Set down the whole listing verbatim.

□ □ □

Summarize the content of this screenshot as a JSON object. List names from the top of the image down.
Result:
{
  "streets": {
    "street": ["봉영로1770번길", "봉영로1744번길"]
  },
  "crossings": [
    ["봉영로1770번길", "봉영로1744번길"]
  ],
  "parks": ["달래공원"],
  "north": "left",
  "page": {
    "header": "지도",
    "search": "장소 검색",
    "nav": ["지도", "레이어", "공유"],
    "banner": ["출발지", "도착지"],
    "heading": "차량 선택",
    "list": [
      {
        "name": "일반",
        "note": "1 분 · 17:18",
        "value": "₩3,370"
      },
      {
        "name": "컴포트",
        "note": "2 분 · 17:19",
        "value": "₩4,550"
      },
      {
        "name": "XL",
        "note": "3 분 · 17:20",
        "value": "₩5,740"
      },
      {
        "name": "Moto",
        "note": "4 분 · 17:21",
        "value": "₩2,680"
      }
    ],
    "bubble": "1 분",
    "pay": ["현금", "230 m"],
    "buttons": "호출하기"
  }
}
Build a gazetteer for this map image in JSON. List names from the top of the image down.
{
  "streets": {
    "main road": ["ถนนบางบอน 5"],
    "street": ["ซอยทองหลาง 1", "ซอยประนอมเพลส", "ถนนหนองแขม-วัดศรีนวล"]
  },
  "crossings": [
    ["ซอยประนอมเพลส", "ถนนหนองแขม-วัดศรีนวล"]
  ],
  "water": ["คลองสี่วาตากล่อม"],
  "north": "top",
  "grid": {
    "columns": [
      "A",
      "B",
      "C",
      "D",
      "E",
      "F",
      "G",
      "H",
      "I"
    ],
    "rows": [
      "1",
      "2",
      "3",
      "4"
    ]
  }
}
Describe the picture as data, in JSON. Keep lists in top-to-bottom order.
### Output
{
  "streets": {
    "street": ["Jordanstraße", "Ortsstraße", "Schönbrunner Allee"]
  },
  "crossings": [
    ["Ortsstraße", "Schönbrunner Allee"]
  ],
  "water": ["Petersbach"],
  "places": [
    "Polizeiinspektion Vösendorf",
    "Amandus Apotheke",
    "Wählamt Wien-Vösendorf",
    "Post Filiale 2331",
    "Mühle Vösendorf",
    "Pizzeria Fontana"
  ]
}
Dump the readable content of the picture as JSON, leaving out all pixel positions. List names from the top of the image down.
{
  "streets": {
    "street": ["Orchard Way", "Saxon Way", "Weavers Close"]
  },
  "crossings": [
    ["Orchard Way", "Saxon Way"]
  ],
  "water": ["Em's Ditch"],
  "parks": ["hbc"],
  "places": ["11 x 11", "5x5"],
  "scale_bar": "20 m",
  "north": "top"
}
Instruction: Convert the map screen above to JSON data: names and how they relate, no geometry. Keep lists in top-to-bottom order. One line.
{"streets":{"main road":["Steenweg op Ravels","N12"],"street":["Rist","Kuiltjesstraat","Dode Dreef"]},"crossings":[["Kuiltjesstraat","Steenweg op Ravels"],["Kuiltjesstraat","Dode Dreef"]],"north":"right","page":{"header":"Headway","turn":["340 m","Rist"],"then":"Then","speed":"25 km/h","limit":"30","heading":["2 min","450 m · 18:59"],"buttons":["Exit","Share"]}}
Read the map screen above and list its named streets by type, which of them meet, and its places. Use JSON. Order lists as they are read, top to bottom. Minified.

□ □ □

Final answer:
Summarize the content of this screenshot as a JSON object. List names from the top of the image down.
Result:
{
  "streets": {
    "street": ["봉영로1770번길", "봉영로1744번길"]
  },
  "crossings": [
    ["봉영로1770번길", "봉영로1744번길"]
  ],
  "parks": ["달래공원"],
  "north": "left",
  "page": {
    "header": "지도",
    "search": "장소 검색",
    "nav": ["지도", "레이어", "공유"],
    "banner": ["출발지", "도착지"],
    "heading": "차량 선택",
    "list": [
      {
        "name": "일반",
        "note": "1 분 · 17:18",
        "value": "₩3,370"
      },
      {
        "name": "컴포트",
        "note": "2 분 · 17:19",
        "value": "₩4,550"
      },
      {
        "name": "XL",
        "note": "3 분 · 17:20",
        "value": "₩5,740"
      },
      {
        "name": "Moto",
        "note": "4 분 · 17:21",
        "value": "₩2,680"
      }
    ],
    "bubble": "1 분",
    "pay": ["현금", "230 m"],
    "buttons": "호출하기"
  }
}
Build a gazetteer for this map image in JSON. List names from the top of the image down.
{
  "streets": {
    "main road": ["ถนนบางบอน 5"],
    "street": ["ซอยทองหลาง 1", "ซอยประนอมเพลส", "ถนนหนองแขม-วัดศรีนวล"]
  },
  "crossings": [
    ["ซอยประนอมเพลส", "ถนนหนองแขม-วัดศรีนวล"]
  ],
  "water": ["คลองสี่วาตากล่อม"],
  "north": "top",
  "grid": {
    "columns": [
      "A",
      "B",
      "C",
      "D",
      "E",
      "F",
      "G",
      "H",
      "I"
    ],
    "rows": [
      "1",
      "2",
      "3",
      "4"
    ]
  }
}
Describe the picture as data, in JSON. Keep lists in top-to-bottom order.
### Output
{
  "streets": {
    "street": ["Jordanstraße", "Ortsstraße", "Schönbrunner Allee"]
  },
  "crossings": [
    ["Ortsstraße", "Schönbrunner Allee"]
  ],
  "water": ["Petersbach"],
  "places": [
    "Polizeiinspektion Vösendorf",
    "Amandus Apotheke",
    "Wählamt Wien-Vösendorf",
    "Post Filiale 2331",
    "Mühle Vösendorf",
    "Pizzeria Fontana"
  ]
}
Dump the readable content of the picture as JSON, leaving out all pixel positions. List names from the top of the image down.
{
  "streets": {
    "street": ["Orchard Way", "Saxon Way", "Weavers Close"]
  },
  "crossings": [
    ["Orchard Way", "Saxon Way"]
  ],
  "water": ["Em's Ditch"],
  "parks": ["hbc"],
  "places": ["11 x 11", "5x5"],
  "scale_bar": "20 m",
  "north": "top"
}
Instruction: Convert the map screen above to JSON data: names and how they relate, no geometry. Keep lists in top-to-bottom order. One line.
{"streets":{"main road":["Steenweg op Ravels","N12"],"street":["Rist","Kuiltjesstraat","Dode Dreef"]},"crossings":[["Kuiltjesstraat","Steenweg op Ravels"],["Kuiltjesstraat","Dode Dreef"]],"north":"right","page":{"header":"Headway","turn":["340 m","Rist"],"then":"Then","speed":"25 km/h","limit":"30","heading":["2 min","450 m · 18:59"],"buttons":["Exit","Share"]}}
Read the map screen above and list its named streets by type, which of them meet, and its places. Use JSON. Order lists as they are read, top to bottom. Minified.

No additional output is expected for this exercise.